__Problem to work on__
From the records below, find each line with the string "places" and copy it.

-----

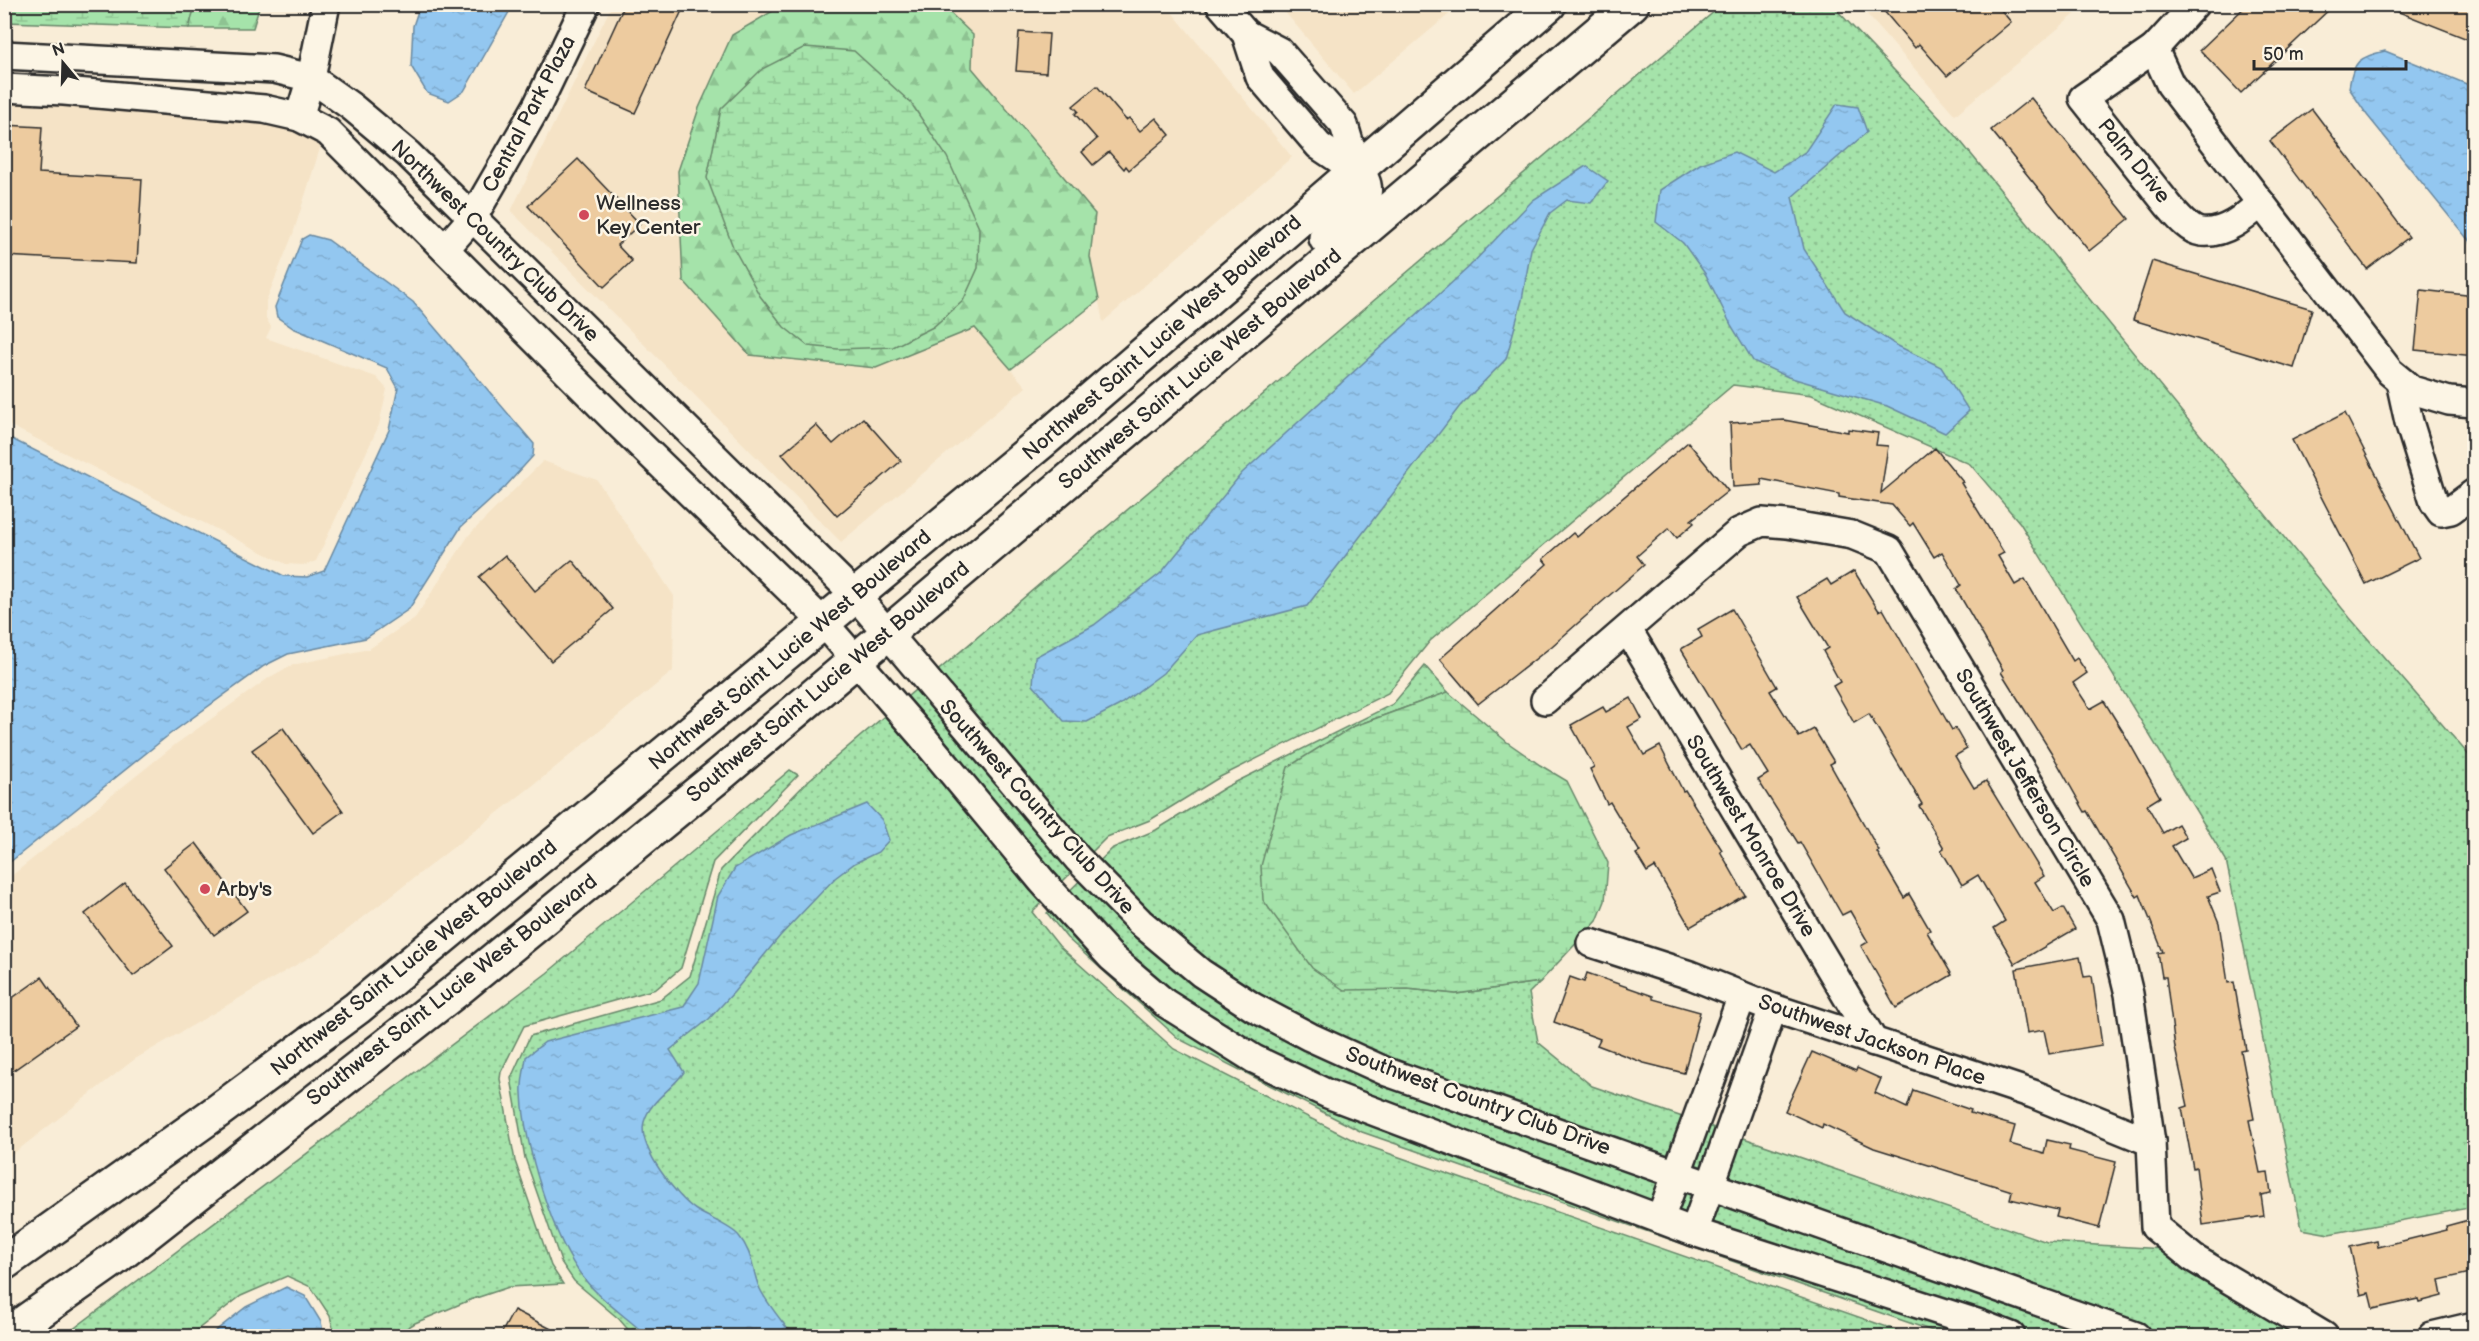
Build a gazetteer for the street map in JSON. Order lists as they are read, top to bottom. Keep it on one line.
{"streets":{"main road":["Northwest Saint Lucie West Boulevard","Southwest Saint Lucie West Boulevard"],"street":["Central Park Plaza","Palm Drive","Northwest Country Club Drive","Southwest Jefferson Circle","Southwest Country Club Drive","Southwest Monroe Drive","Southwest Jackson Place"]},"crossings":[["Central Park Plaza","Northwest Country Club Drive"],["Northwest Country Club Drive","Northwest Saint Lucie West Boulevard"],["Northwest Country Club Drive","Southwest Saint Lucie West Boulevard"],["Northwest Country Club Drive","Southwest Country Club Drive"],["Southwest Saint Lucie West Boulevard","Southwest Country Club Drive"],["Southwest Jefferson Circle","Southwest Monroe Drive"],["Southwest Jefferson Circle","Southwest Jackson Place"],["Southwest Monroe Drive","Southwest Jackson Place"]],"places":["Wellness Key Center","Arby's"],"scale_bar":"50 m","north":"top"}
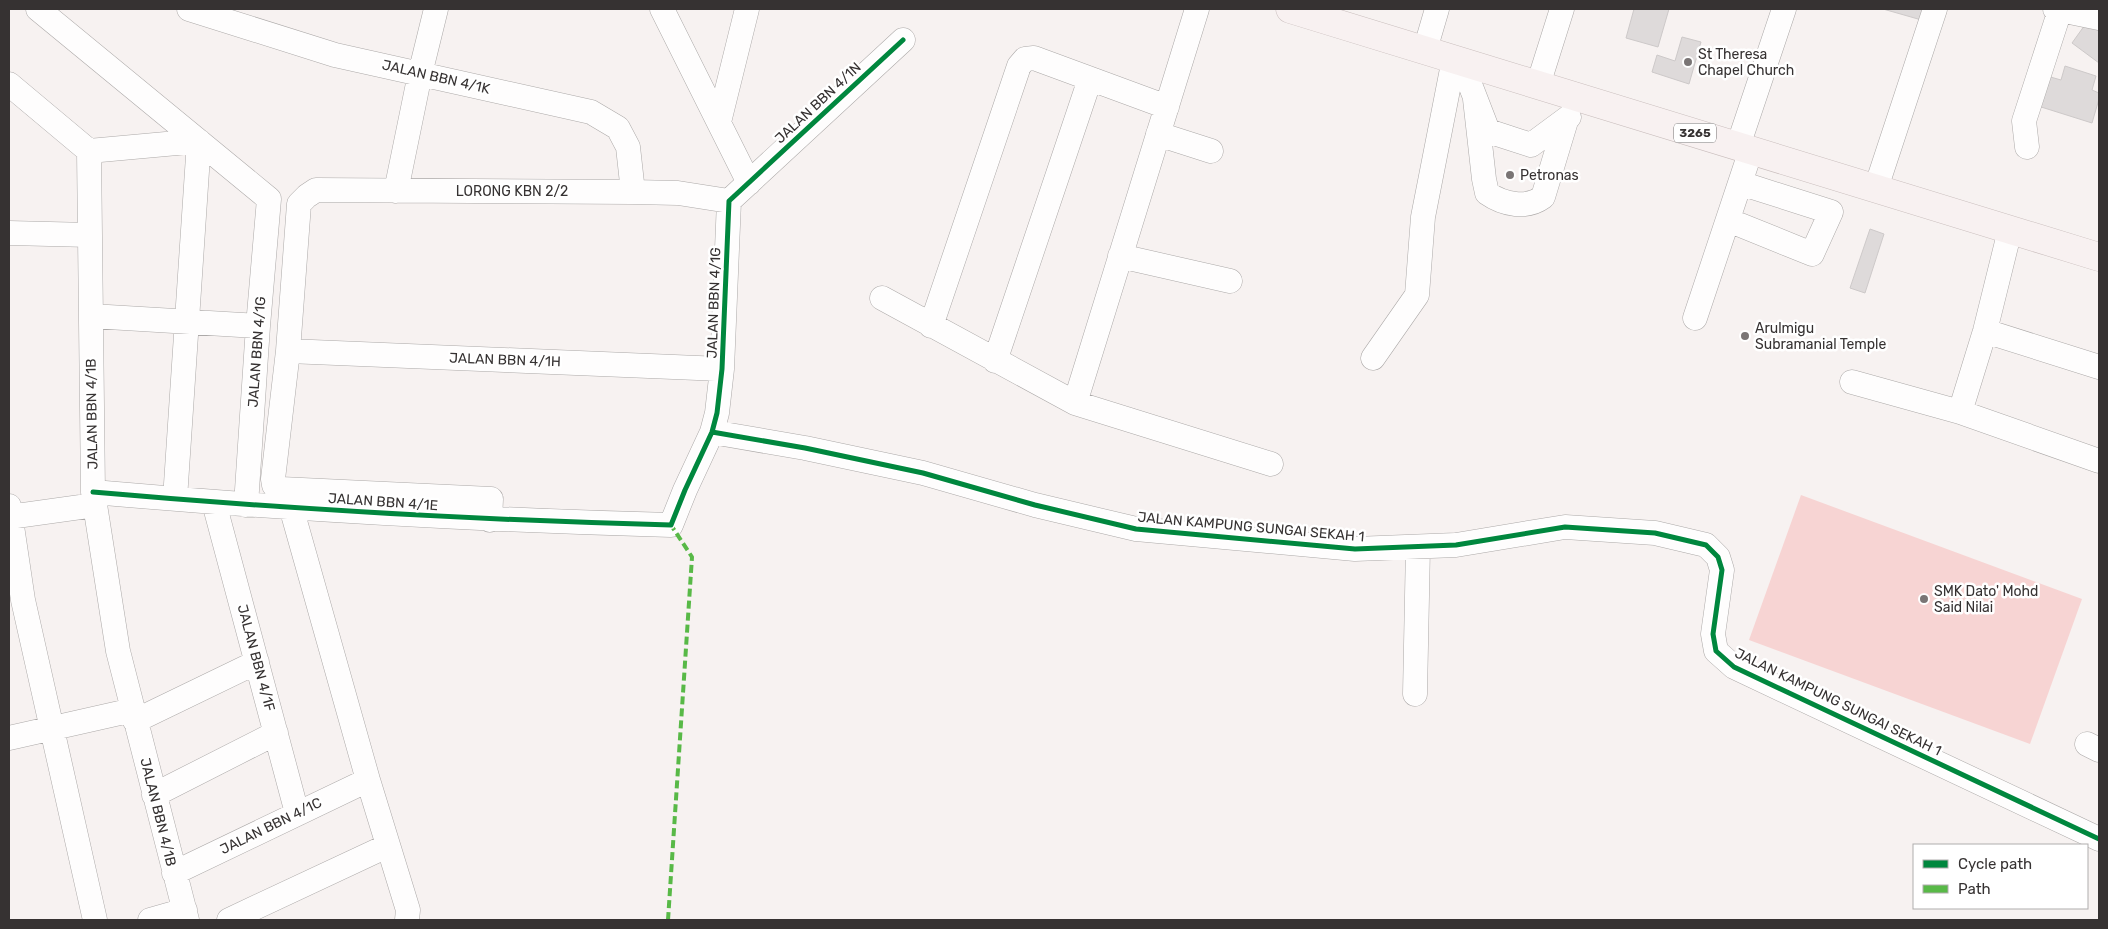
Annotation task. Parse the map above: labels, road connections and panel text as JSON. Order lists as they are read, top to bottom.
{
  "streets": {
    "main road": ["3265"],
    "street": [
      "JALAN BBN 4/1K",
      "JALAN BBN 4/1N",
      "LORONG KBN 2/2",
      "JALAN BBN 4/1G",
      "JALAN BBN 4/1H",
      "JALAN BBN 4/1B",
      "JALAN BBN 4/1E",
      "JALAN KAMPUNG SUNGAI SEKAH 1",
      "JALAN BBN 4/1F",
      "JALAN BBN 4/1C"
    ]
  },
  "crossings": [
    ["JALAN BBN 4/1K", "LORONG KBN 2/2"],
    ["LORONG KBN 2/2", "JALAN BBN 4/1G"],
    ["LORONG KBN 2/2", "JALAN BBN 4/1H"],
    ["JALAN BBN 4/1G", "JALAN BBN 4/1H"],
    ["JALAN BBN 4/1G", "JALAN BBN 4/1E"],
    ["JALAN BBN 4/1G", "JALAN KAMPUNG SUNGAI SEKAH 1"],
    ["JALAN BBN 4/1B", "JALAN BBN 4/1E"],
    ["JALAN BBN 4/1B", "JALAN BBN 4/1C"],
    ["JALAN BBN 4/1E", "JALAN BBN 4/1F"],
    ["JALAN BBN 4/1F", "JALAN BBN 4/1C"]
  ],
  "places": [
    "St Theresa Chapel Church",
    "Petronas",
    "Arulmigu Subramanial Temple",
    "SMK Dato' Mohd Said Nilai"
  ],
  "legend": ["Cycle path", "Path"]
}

-----

__Result of this exercise__
{"streets":{"main road":["Northwest Saint Lucie West Boulevard","Southwest Saint Lucie West Boulevard"],"street":["Central Park Plaza","Palm Drive","Northwest Country Club Drive","Southwest Jefferson Circle","Southwest Country Club Drive","Southwest Monroe Drive","Southwest Jackson Place"]},"crossings":[["Central Park Plaza","Northwest Country Club Drive"],["Northwest Country Club Drive","Northwest Saint Lucie West Boulevard"],["Northwest Country Club Drive","Southwest Saint Lucie West Boulevard"],["Northwest Country Club Drive","Southwest Country Club Drive"],["Southwest Saint Lucie West Boulevard","Southwest Country Club Drive"],["Southwest Jefferson Circle","Southwest Monroe Drive"],["Southwest Jefferson Circle","Southwest Jackson Place"],["Southwest Monroe Drive","Southwest Jackson Place"]],"places":["Wellness Key Center","Arby's"],"scale_bar":"50 m","north":"top"}
  "places": [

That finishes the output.